Source information>
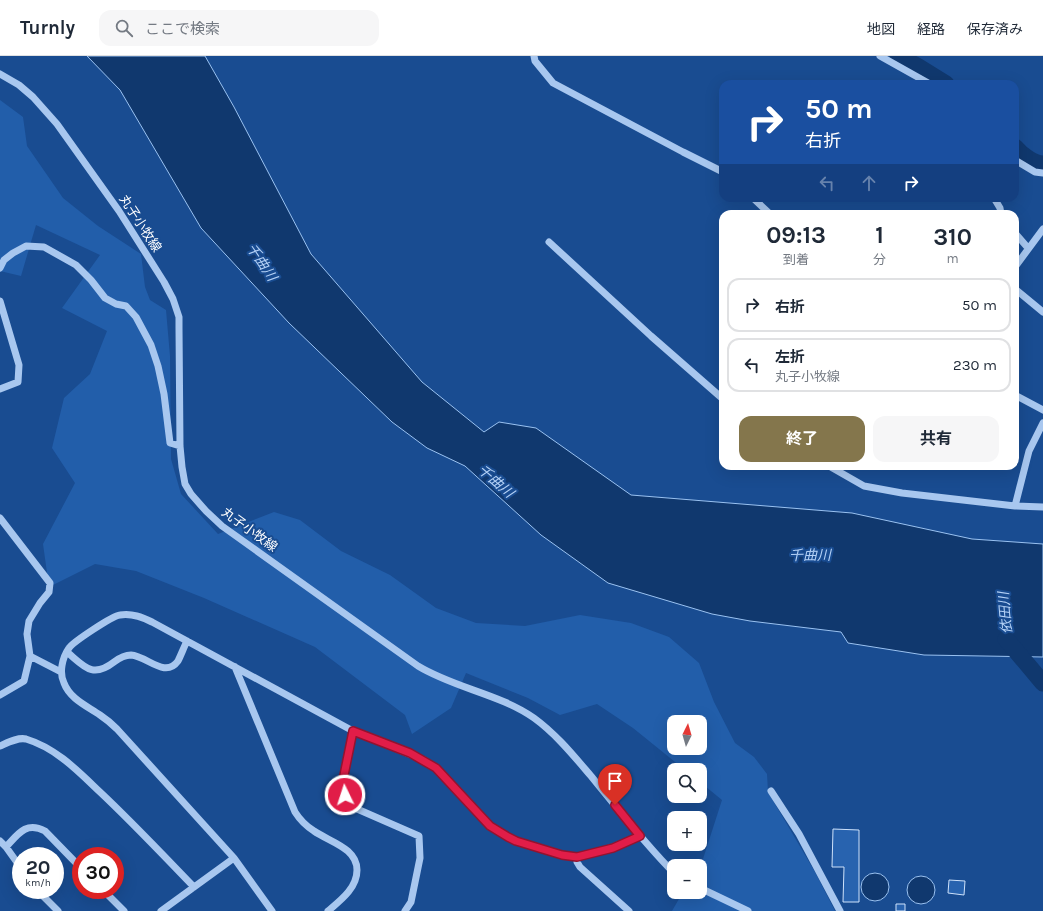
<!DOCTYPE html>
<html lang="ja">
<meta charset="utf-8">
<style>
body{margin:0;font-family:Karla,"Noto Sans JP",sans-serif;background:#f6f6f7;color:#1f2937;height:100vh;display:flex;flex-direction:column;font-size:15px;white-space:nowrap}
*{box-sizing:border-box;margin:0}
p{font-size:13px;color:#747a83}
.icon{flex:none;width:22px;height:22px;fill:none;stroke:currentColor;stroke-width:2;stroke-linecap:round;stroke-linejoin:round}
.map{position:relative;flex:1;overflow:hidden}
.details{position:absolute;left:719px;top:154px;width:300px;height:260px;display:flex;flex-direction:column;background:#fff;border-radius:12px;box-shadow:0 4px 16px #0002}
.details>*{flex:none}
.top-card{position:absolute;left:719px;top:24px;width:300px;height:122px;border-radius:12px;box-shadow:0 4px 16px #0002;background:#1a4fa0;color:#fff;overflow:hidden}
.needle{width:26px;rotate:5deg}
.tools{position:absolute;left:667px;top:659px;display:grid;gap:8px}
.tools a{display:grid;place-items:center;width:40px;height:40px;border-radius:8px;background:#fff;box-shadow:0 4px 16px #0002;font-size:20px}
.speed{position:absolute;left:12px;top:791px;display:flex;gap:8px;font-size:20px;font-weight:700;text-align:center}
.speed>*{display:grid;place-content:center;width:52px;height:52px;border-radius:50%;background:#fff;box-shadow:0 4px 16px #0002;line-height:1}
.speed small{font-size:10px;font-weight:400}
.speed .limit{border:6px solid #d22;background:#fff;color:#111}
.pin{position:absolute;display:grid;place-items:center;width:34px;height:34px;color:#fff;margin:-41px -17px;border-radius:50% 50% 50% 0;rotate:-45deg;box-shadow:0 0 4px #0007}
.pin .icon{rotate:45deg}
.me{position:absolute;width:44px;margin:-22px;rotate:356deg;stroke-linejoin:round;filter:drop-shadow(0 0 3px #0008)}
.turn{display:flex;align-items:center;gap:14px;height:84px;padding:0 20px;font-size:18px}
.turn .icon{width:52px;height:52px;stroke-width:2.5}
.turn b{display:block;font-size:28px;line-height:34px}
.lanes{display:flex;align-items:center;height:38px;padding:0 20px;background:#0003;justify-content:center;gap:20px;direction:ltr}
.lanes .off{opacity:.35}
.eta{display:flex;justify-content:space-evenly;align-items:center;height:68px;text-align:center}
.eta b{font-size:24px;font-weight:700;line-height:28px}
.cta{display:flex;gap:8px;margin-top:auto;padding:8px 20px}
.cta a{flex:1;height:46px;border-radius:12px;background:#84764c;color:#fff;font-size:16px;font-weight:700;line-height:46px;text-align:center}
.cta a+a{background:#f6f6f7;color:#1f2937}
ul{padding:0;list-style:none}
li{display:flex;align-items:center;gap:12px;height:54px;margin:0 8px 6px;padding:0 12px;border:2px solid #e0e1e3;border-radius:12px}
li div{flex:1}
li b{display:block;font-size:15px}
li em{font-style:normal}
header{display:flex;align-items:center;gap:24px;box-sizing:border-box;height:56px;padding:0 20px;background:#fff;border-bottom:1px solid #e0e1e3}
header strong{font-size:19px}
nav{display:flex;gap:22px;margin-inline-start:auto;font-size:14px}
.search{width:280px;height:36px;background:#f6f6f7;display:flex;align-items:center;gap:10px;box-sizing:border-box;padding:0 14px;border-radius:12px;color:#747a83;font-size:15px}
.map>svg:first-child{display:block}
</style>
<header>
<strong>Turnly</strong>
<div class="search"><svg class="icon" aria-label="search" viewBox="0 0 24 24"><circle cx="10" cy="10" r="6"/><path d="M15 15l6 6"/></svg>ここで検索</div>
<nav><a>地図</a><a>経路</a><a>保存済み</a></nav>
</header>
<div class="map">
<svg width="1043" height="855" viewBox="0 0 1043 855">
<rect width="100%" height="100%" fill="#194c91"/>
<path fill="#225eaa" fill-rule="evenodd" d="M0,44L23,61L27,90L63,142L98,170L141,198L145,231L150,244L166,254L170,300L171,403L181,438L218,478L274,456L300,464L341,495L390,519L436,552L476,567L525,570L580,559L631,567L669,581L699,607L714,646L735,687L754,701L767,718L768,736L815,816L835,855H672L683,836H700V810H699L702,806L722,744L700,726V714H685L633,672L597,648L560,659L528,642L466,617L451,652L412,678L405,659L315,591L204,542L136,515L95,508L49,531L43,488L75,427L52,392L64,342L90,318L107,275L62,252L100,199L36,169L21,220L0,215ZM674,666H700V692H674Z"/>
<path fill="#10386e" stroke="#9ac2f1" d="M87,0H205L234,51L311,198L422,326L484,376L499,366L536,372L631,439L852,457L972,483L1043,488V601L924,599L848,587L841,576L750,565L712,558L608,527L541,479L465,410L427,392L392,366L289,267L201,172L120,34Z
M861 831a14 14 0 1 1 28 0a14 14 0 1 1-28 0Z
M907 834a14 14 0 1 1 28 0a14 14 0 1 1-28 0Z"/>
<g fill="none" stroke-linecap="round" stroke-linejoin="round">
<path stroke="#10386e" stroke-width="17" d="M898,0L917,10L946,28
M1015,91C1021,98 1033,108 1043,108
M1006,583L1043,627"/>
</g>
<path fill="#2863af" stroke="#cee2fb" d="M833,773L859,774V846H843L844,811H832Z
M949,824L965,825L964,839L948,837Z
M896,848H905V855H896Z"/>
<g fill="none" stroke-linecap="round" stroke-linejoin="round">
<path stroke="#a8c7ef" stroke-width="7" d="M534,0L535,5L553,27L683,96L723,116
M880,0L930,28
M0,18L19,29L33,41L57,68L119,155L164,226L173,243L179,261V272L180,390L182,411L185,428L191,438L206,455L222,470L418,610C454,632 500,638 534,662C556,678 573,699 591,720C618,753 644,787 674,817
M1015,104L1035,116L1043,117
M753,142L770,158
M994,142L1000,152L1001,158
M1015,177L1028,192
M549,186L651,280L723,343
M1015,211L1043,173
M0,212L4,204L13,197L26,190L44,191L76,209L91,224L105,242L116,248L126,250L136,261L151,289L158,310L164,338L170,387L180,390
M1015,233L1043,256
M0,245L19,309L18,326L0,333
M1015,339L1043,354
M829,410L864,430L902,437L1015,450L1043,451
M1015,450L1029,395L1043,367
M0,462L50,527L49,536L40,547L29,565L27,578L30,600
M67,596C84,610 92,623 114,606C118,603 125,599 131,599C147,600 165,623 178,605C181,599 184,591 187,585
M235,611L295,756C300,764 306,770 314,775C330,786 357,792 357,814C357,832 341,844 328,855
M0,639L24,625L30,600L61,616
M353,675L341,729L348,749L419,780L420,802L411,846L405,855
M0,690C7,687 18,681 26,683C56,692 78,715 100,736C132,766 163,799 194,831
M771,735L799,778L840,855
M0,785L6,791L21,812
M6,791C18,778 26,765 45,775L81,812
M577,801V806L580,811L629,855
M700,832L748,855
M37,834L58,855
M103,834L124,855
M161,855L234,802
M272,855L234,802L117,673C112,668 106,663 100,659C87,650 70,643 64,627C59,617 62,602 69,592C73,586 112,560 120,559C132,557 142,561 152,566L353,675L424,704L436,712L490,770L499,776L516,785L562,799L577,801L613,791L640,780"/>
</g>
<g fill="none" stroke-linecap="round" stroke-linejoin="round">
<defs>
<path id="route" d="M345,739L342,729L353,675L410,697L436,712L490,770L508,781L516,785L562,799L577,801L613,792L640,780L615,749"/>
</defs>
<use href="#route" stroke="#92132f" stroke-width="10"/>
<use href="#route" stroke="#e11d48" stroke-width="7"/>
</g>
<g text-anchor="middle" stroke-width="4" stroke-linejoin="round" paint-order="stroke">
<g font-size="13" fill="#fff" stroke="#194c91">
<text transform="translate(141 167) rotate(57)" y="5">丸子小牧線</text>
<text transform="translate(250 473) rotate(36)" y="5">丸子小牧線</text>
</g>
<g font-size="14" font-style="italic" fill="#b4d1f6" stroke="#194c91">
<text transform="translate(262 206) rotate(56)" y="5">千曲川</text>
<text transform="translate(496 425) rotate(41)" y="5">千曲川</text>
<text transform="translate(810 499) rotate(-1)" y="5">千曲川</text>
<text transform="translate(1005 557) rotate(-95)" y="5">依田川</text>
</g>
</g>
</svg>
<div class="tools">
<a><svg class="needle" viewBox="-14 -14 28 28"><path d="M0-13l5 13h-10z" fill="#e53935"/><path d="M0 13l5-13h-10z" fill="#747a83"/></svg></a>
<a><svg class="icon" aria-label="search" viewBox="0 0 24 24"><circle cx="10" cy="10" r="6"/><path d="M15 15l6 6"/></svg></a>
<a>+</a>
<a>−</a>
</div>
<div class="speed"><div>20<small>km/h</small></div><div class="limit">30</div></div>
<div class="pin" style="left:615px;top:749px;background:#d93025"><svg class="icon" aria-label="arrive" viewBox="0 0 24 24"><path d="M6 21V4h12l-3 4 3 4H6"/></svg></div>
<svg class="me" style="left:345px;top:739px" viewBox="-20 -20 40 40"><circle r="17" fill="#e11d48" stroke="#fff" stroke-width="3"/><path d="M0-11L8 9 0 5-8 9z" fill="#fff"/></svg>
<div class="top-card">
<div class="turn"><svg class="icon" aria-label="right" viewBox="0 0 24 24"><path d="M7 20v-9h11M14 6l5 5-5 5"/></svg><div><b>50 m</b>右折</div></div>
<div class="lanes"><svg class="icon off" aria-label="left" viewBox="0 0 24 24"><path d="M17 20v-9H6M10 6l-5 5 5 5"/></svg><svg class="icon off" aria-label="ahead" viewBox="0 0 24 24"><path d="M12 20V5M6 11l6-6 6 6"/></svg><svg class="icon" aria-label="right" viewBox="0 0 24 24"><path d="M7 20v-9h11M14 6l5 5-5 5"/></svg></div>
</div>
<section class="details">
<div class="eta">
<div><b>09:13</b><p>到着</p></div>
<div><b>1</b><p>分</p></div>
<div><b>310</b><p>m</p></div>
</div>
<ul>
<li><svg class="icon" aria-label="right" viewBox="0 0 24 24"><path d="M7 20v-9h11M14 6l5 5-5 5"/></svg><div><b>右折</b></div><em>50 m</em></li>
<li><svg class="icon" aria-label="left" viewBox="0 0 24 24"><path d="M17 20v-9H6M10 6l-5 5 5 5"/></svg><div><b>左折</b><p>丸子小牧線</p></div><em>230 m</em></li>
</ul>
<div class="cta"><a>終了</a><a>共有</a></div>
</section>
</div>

Task requirements> In the material above, which lines contain "small"? Copy each of them.

Answer section>
.speed small{font-size:10px;font-weight:400}
<div class="speed"><div>20<small>km/h</small></div><div class="limit">30</div></div>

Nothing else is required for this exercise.